3. The method according to claim 2, wherein the monomeric antibodies are obtained in the fractions eluting prior to the fractions including a high content of pre-monomer.

4. The method according to claim 2, wherein the monomeric antibodies are obtained in the fractions eluting prior to the fractions including the majority of pre-monomers and antibody dimers.

5. The method according to claim 2, wherein the pre-monomer is removed by deselecting eluate fractions when the accumulation of pre-monomers and other aggregates reaches around 1%.

6. The method according to claim 1, wherein said antibody is an IL-21 antibody.

7. The method according to claim 1, wherein the HIC column material has a binding capacity of 50 g antibody/L or more and/or wherein the HIC column material comprises 4-8% cross-linked agarose comprising a covalently coupled phenyl group and/or wherein the HIC column material comprises 20-45 μMol phenyl groups/ml.

8. The method according to claim 1, wherein said method comprises the step of loading said antibody on the HIC column in the presence of an ammonium sulphate concentration of 0.8-1.5 mol/kg, and subsequently eluting said antibody from the HIC column with a decreasing ammonium sulphate gradient.

9. The method according to claim 8, wherein the monomeric antibody is obtained in the eluate fractions obtained when the ammonium sulphate concentration is decreasing from 0.8 mol/kg to 0.4 mol/kg.

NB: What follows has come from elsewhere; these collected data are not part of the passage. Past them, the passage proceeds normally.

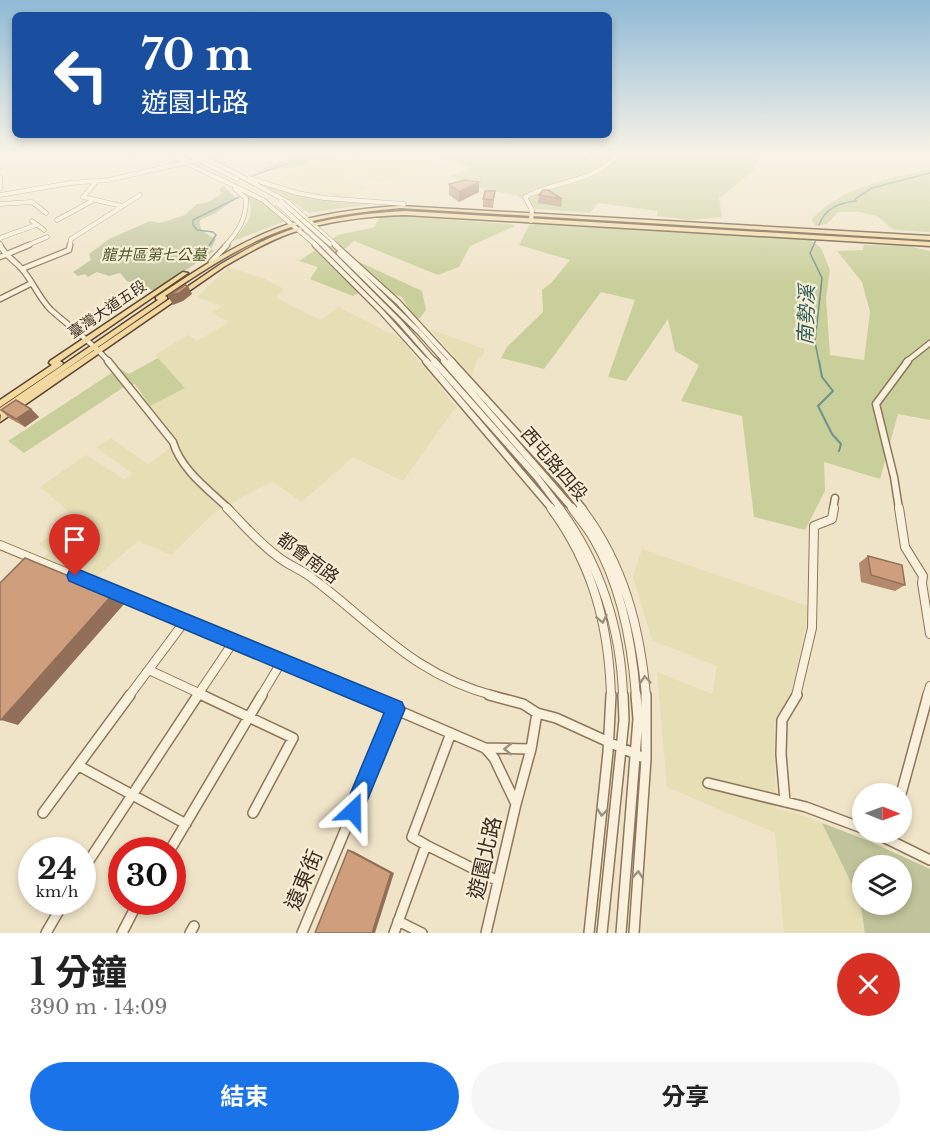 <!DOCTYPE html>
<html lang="zh-TW">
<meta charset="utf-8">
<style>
body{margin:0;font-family:"Libre Baskerville","Noto Sans TC",serif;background:#f6f6f6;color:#222;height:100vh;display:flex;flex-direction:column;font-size:22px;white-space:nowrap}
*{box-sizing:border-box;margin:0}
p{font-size:20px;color:#767676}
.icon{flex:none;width:33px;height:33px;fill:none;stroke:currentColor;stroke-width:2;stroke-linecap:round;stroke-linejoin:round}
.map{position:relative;height:933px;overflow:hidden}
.panel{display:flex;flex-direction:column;background:#fff;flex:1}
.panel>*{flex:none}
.hud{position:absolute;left:12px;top:12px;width:600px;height:126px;border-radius:9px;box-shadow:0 3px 9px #0003;background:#1a4fa0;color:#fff;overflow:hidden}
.needle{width:39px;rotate:91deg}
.fabs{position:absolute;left:852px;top:783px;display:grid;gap:12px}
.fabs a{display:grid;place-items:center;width:60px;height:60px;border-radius:50%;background:#fff;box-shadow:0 3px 9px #0003;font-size:30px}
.speed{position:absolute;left:18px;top:837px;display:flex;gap:12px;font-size:30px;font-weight:700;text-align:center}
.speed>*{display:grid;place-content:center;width:78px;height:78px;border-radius:50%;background:#fff;box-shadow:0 3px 9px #0003;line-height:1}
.speed small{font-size:15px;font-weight:400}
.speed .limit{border:9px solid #d22;background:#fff;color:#111}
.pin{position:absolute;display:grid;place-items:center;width:51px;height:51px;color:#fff;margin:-62px -26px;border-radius:50% 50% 50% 0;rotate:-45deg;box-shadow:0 0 6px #0007}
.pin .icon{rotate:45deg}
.me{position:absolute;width:66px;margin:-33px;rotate:23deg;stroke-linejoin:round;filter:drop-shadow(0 0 4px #0008)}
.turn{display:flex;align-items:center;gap:21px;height:126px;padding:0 30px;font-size:27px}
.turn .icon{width:78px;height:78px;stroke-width:2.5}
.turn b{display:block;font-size:42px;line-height:51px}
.round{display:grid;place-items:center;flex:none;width:63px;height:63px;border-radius:32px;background:#f6f6f6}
.headline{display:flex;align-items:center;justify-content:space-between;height:102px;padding:0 30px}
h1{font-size:36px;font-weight:700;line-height:45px}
.primary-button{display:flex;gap:12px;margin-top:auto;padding:12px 30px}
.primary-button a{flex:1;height:69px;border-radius:36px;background:#1a73e8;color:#fff;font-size:24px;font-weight:700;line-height:69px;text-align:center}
.primary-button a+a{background:#f6f6f6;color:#222}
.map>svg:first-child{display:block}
.farmland{fill:#e6deb5}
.green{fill:#c9cf9b}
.cemetery{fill:#bfc49a;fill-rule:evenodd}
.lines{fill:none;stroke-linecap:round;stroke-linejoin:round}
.stream-far1{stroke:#6f938a;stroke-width:1.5}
.stream{stroke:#6f938a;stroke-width:2}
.minor-far4-casing{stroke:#8d765c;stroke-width:5}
.minor-far3-casing{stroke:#8d765c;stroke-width:7}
.minor-far2-casing{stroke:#8d765c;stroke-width:9}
.minor-far1-casing{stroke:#8d765c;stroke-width:10}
.minor-casing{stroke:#8d765c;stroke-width:12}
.major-casing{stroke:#5b4430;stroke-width:3}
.minor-far4{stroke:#faf1dc;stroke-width:4}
.minor-far3{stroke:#faf1dc;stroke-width:4.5}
.minor-far2{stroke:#faf1dc;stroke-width:6}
.minor-far1{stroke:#faf1dc;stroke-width:8}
.minor{stroke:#faf1dc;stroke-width:9}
.major{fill:#f3d9a0;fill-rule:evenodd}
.minor-bridge-casing{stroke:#8d765c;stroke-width:5;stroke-linecap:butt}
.minor-bridge{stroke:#faf1dc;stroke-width:4}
.wall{fill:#b2896c}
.shaded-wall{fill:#916f58}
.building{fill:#cf9f7d;stroke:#916f58;stroke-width:1.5}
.oneway{stroke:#9c907e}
.route{fill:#1a73e8;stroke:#114b97;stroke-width:1.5}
.labels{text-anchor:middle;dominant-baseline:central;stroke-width:4.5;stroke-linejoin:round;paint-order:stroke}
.far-park-label{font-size:15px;font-style:italic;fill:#4d5a26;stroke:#f7eed8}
.far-street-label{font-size:15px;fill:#3d2e20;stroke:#f7eed8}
.street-label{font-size:18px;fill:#3d2e20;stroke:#f7eed8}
.water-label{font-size:20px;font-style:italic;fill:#2f5d5a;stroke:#f7eed8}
.near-street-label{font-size:21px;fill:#3d2e20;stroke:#f7eed8}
</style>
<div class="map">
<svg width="930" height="933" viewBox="0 0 930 933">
<rect width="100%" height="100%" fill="#f0e4c8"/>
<path class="farmland" d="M356,154H411L435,165L379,183L352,170L340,177L367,188L347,197L317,194L281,176Z
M228,267L265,279L284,289L276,298L320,320L339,307L401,339L456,407L403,481L353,457L302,502L272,481L214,513L171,555L138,541L89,583L38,562L49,552L39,544L75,517L40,487L86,455L124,479L133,474L96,447L111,438L148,464L165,452L176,440L150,406L184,387L155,355L188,335L197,341L229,322L211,313L222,306L197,297Z
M430,329L484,349V354L477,360L472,376Z
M642,549L808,606L806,625L791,694L774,724L776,809L797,813L822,823L860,901L865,933H784L775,833L667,787L657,672L712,694L717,666L652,640L633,577Z"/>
<path class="green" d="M302,154H351L326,162L321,158L307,161L308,165L303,166L250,173Z
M422,154H753L758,161L752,172L719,198L722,217L692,220L657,216L658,211L598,203L590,213L536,209L516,195L465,186L451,176L470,167C451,157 442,162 422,154Z
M930,170V232L894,230L877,216L859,212H838L827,224L816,226L811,220C841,187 887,178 930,170Z
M254,181L335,200L371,204L309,213L283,195Z
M245,193L264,203L285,221L233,241C247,223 258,215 245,193Z
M401,216L511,224L515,226L470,246L459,267L438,275L354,241L340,253L422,291L426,310L420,318L410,321L408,308L402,297L372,286L353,296L310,279L318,267L299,261L338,235L375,227L379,217Z
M535,224L809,239L821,248L830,270L826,298L830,355L864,360L870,312L862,282L837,251L863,250L864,245L908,246L930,251V420L898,414L880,479L824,462L825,491L805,530L754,517L742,416L681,401L699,365L675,351L668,319L626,381L608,377L635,300L601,292L544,369L501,358L507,347L543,312L542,290L551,283L570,260L519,245L529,225Z
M158,358L185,388L150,406L135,384L124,387L24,453L8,441L119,368L129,374Z"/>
<path class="cemetery" d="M224,186L236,198L216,213L200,220C198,231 207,234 216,239L211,249L214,251L155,291L127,281L120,273L109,276L97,272L88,277L85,274L78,276L73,272L91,260L89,254L109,239L150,221L160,223L185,215L197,204C204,205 216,198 222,193L219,189Z
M822,823L869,841L930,869V933H865L860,901ZM862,866H902V904H862Z"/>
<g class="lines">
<path class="stream-far1" d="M134,158L147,154
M583,161L591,154
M252,176L314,154
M819,225C825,208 839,203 856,201L855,199L872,188L930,173
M816,240L810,253L822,278L815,342L819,362
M209,246L216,235L213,232L197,230L193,225V220L239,197"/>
<path class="stream" d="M819,361L822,377L833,391L818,406L832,434L841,444L839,451"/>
<defs>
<path id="minor-far4" d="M168,154L221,180
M186,154L237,179
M194,154L236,173
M233,172L288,202L337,246
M0,177V188
M218,178L263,200L317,246
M249,178L297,193L324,198L404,204
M96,182L83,197L122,206
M0,195L70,183L108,180L224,154
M0,204L32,202L46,213
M57,220L92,201
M32,221L44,230
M531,221L532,210L525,197C556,180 595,183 618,154
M0,238L36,225
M0,244L1,246
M26,246L47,237
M70,246L71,239L140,195
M225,246C238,232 247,218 246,198L235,189"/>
<path id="minor-far3" d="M0,245C5,256 13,259 21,268C33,281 38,297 51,310C70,327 92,342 109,362
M315,245L380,310L427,362
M335,245L398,302L453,362
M324,246L399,321L435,362
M339,253L420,333L446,362
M0,257L29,245
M211,262L227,245
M22,269L69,250L70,245
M0,299L30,284
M906,362L930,343"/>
<path id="minor-far2" d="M108,361L173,442C181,470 209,490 229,509
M426,361L552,509
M434,361L536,476L561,509
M444,361L573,509
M451,361L564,485L583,509
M833,509L835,498
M899,509L894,477L876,404L908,361"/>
<path id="minor-far1" d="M227,508C243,524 259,543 277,556C287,565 301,569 312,578C375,625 413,675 495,696
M551,508C593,565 609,626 611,696
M559,508C600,563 621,629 623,696
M572,508C579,518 588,528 594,539C621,585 632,643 636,696
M581,508C624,564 640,628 646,696
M899,508L905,547L923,576L922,583L930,634
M0,545L366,696
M149,670L205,696
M129,696L185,621
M197,696L234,641
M261,696L282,661
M796,696L812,628L814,526L832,519L834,508
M927,696L930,686"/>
<path id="minor" d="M202,695L293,738L253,813
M362,695L485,748L494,758L516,804L486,933
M489,695L523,704L537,713L556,718L646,759
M485,748L531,749
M79,766L186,824
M708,783L806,807L862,828
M901,794L928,695
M785,802L781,754L782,720L797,695
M516,804L531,749L537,713
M43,813L130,695
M873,832L930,860
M426,845L498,881
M170,850L262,695
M86,865L198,695
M398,921L422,933
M46,933L64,902
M122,933L138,902
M190,933L194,926
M302,933L396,709
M394,933L426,845L412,837L451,733
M589,933L608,752L611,695
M602,933L624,720L623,695
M621,933L638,719L636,695
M634,933L646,759V695"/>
<path id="major" d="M400,206L930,236V240L400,208C367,211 336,215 304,223C253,237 208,267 165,296L167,297V299L52,379L221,264C242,252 264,239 287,231C324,218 366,213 405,211L930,242V246L405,215C367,216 327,221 291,233C268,241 246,254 225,266L0,422L1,414L0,415V408L158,300L156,299V297C201,267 247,236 299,221C332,212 366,208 400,206Z
M183,272L188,273L60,361L63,363L62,365L0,407V400L52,365L49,363L50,361Z"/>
</defs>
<use href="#minor-far4" class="minor-far4-casing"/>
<use href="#minor-far3" class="minor-far3-casing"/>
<use href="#minor-far2" class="minor-far2-casing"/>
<use href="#minor-far1" class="minor-far1-casing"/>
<use href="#minor" class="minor-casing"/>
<use href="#major" class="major-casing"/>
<use href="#minor-far4" class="minor-far4"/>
<use href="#minor-far3" class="minor-far3"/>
<use href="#minor-far2" class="minor-far2"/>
<use href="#minor-far1" class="minor-far1"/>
<use href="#minor" class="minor"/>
<use href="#major" class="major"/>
<defs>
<path id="minor-bridge" d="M281,201L330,244
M277,203L324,246"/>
</defs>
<use href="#minor-bridge" class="minor-bridge-casing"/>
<use href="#minor-bridge" class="minor-bridge"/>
</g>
<path class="wall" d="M479,182V192L459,202L449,195V184Z
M495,191L493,208L483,207V199Z
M539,195L562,198L561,207L538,203Z
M31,409L39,417L25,427L9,418L1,410Z
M868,556L905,585L895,591L861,582L859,563Z"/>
<path class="shaded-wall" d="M479,182V192L459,202V192Z
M188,286L192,294L183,301L173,305L168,296Z
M31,409L39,417L25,427L16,419Z
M113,594L125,603L18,725L1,720Z
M348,850L353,851L394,873L375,933H372Z"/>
<path class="building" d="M465,180L479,182L459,192L449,184Z
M543,190H548L562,199L539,195Z
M485,191H495L493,200L483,199Z
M185,285L188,286L179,293L168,296Z
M16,400L31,409L16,419L1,410Z
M868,556L902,565L905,585L871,575Z
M25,558L113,594L1,720L0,719V583Z
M348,850L391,873L372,933H315Z"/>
<defs><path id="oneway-chevron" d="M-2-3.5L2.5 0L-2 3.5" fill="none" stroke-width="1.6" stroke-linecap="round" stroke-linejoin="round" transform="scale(1.5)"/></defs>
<g class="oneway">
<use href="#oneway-chevron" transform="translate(602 619) rotate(78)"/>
<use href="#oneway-chevron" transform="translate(645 680) rotate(-95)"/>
<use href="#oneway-chevron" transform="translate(508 749) rotate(-180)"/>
<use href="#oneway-chevron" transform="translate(602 812) rotate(96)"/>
<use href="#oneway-chevron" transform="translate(638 875) rotate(-86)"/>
</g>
<linearGradient id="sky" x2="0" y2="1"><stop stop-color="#8fbad6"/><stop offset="0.54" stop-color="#f8f3e6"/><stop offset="1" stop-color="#f8f3e6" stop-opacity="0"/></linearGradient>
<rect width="930" height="285" fill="url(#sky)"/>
<path class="route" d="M75,568L402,702L405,709L360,818L353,821L346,818L343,811L384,713L69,581L67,576L69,571Z"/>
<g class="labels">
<g class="far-park-label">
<text x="154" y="254">龍井區第七公墓</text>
</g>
<g class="far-street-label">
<text transform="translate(107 309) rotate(-34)">臺灣大道五段</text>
</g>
<g class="street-label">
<text transform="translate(554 464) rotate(49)">西屯路四段</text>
<text transform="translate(308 558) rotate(37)">都會南路</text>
</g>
<g class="water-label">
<text transform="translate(806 315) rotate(-88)">南勢溪</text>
</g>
<g class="near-street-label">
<text transform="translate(485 858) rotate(-77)">遊園北路</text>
<text transform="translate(304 880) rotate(-67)">遠東街</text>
</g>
</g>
</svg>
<div class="fabs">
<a><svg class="needle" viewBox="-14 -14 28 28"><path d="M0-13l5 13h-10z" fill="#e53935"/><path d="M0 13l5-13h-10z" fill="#767676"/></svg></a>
<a><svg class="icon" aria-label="layers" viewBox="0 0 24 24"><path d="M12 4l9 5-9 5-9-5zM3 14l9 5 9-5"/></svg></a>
</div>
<div class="speed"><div>24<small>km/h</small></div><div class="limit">30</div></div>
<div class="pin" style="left:75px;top:576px;background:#d93025"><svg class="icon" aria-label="arrive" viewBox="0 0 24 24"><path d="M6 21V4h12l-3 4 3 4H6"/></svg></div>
<svg class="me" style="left:353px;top:811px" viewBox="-20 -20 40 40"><path d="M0-17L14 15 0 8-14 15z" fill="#1a73e8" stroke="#fff" stroke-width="4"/></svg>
<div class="hud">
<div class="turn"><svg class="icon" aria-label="left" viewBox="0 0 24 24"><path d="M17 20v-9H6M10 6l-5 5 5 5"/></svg><div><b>70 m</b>遊園北路</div></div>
</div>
</div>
<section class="panel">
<div class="headline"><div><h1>1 分鐘</h1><p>390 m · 14:09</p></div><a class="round" style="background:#d93025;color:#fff"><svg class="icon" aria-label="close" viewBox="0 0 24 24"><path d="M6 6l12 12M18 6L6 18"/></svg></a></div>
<div class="primary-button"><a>結束</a><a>分享</a></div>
</section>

10. The method according to claim 1, wherein said method results in reduction of virus particles.

11. A method according to claim 1, wherein said method comprises the following steps:

a. expressing an antibody in a host cell, wherein said host cell comprises a vector encoding said antibody,

b. collecting cell media comprising said antibody from step (a),

c. binding antibodies from the cell media obtained in step (b) on a protein A affinity column, and eluting said antibodies 10 mmol formic acid/kg at pH 3.5,

d. loading the eluate obtained in step (c) on a cation exchange chromatography column (CIEX), and eluting said antibodies with a NaCl gradient,

e. subjecting the eluate obtained in step (d) to virus filtration,

f. pumping the filtered eluate obtained in step (e) on a flow through membrane,

g. loading the filtered eluate obtained in step (f) on a hydrophobic interaction chromatography column in the presence of 0.8-1.5 mol/kg ammonium sulphate concentration, and

h. eluting said antibodies with a decreasing ammonium sulphate gradient,

i. concentrating said antibodies in the eluate obtained in step (g) by ultrafiltration and diafiltration, and

j. adding surfactant to the concentrated eluate obtained in step (h).

12. A method for preparing an antibody composition comprising at most 1% antibody aggregates (HMWP total), comprising removing antibody pre-monomers from an aqueous recombinant antibody solution by using hydrophobic interaction chromatography (HIC).

13. The method according to claim 12, wherein pre-monomers and optionally antibody dimers are separated from monomeric antibodies using hydrophobic interaction chromatography (HIC).

14. (canceled)

15. A pharmaceutical product obtained by a process according to claim 1.

16. The method according to claim 6, wherein the IL-21 antibody comprises the three CDR sequences as set forth in SEQ ID NO: 2 and the three CDR sequences as set forth in SEQ ID NO: 3.

17. The method according to claim 2, wherein the HIC column material has a binding capacity of 50 g antibody/L or more and/or wherein the HIC column material comprises 4-8% cross-linked agarose comprising a covalently coupled phenyl group and/or wherein the HIC column material comprises 20-45 μMol phenyl groups/ml.

18. The method according to claim 2, wherein said method comprises the step of loading said antibody on the HIC column in the presence of an ammonium sulphate concentration of 0.8-1.5 mol/kg, and subsequently eluting said antibody from the HIC column with a decreasing ammonium sulphate gradient.

19. The method according to claim 18, wherein the monomeric antibody is obtained in the eluate fractions obtained when the ammonium sulphate concentration is decreasing from 0.8 mol/kg to 0.4 mol/kg.

20. The method according to claim 2, wherein said antibody is an IL-21 antibody.

21. The method according to claim 20, wherein the IL-21 antibody comprises the three CDR sequences as set forth in SEQ ID NO: 2 and the three CDR sequences as set forth in SEQ ID NO: 3.